The film by the 44-year-old French filmmaker, stars Sandra Hüller as a writer trying to prove her innocence in her husband’s death and is only the third film directed by a woman to win the Palme d’Or. One of the two previous winners, Julia Ducournau, was on this year’s jury.
Cannes’ Grand Prix, its second prize, went to Jonathan Glazer’s The Zone of Interest, a chilling Martin Amis adaptation about a German family living next door to Auschwitz. Hüller also stars in that film.
The awards were decided by a jury presided over by two-time Palme winner Ruben Östlund, the Swedish director who won the prize last year for Triangle of Sadness. The ceremony preceded the festival’s closing night film, the Pixar animation Elemental.
The award for Anatomy of a Fall gives the indie distributor Neon its fourth straight Palme winner. Neon, which acquired the film after its premiere in Cannes, also backed Triangle of Sadness, Ducournau’s Titane and Bong Joon Ho’s Parasite, which it steered to a best picture win at the Academy Awards.
Triet was presented the Palme by Jane Fonda, who recalled coming to Cannes in 1963 when, she said, there were no female filmmakers competing “and it never even occurred to us that there was something wrong with that.” This year, a record seven out of the 21 films in competition at Cannes were directed by women.
Triet said: “This award is dedicated to all the young women directors and all the young male directors and all those who cannot manage to shoot films today. We must give them the space I occupied 15 years ago in a less hostile world where it was still possible to make mistakes and start again”.
The jury prize went to Finnish director Aki Kaurismäki’s Fallen Leaves, Best Actor went to veteran Japanese star Koji Yakusho, who plays a reflective, middle-aged Tokyo man who cleans toilets in Wim Wenders’ Perfect Days,
the Turkish actor Merve Dizdar took Best Actress for the Nuri Bilge Ceylan’s About Dry Grasses.

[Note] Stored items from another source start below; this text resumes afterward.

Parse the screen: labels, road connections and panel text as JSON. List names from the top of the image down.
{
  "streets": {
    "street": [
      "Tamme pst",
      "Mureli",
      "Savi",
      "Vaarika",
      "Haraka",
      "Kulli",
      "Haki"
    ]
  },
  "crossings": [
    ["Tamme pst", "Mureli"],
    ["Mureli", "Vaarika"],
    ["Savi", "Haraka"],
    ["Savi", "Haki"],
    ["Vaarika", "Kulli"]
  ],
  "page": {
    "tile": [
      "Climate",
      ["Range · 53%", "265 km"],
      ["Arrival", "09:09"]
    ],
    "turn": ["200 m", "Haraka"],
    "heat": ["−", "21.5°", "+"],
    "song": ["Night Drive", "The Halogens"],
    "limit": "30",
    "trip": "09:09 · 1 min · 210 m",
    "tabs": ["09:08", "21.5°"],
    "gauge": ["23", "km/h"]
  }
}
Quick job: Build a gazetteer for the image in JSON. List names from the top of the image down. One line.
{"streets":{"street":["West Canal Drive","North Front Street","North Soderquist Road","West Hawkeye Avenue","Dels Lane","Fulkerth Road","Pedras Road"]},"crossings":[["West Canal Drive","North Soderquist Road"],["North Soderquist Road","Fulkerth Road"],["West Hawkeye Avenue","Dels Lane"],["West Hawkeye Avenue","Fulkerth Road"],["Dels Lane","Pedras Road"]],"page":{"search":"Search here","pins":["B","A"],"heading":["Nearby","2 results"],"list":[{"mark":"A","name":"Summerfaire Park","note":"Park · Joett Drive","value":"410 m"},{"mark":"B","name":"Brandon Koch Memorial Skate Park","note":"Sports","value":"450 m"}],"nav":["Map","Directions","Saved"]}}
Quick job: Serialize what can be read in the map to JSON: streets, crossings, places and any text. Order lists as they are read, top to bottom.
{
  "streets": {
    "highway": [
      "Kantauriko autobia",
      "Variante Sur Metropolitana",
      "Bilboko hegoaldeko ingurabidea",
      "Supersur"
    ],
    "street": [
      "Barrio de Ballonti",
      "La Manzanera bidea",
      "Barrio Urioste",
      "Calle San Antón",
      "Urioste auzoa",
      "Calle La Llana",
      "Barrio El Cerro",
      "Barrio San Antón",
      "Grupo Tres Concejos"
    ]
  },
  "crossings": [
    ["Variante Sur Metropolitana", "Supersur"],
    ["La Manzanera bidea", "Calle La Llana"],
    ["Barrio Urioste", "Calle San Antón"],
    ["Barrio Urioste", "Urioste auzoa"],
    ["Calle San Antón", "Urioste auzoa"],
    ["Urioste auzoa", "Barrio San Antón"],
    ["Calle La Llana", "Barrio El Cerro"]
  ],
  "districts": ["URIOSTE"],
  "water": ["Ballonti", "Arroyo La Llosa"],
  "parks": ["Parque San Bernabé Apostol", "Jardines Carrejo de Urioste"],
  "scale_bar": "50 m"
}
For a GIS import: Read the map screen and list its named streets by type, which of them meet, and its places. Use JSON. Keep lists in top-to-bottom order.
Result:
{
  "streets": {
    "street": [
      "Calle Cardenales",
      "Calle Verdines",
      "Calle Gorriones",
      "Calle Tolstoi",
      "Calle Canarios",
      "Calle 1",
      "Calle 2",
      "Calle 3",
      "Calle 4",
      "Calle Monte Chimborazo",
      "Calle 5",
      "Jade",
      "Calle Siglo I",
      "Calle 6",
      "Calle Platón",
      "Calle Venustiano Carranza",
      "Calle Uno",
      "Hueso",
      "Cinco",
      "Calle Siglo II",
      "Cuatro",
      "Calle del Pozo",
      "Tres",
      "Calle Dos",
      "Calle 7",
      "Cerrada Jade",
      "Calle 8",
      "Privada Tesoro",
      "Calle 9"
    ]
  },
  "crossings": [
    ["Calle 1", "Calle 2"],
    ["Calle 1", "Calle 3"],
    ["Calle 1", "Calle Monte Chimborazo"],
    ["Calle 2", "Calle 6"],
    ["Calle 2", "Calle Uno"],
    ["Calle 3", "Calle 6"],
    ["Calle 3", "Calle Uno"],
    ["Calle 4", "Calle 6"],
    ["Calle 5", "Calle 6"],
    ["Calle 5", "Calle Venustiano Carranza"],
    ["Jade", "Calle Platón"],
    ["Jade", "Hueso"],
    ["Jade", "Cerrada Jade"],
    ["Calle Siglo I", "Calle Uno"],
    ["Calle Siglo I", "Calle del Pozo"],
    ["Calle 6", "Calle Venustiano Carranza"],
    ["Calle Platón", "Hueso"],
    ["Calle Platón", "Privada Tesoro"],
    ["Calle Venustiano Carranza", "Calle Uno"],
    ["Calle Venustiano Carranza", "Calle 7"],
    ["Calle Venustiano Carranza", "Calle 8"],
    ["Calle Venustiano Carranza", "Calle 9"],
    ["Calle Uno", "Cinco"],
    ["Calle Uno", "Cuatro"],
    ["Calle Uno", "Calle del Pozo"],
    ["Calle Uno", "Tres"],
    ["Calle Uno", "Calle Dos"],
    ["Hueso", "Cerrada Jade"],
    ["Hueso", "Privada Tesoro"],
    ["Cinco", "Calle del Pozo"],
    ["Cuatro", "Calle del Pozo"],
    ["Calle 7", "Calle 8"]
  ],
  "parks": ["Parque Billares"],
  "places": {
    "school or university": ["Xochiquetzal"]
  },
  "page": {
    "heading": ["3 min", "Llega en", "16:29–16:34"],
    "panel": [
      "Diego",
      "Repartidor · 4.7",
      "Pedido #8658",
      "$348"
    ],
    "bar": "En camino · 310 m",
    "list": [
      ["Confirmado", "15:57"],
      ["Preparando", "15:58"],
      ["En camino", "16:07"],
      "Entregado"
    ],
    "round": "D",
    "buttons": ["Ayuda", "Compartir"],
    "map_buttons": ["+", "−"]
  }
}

Vietnamese-French director Tràn Anh Hùng took Best Director for Pot-au-Feu, a lush, foodie love story starring Juliette Binoche and Benoît Magimel and set in a 19th century French gourmet château.
Best Screenplay was won by Yuji Sakamoto for Monster, which also won the Queer Palm, an honour bestowed by journalists for the festival’s strongest LGBTQ-themed film.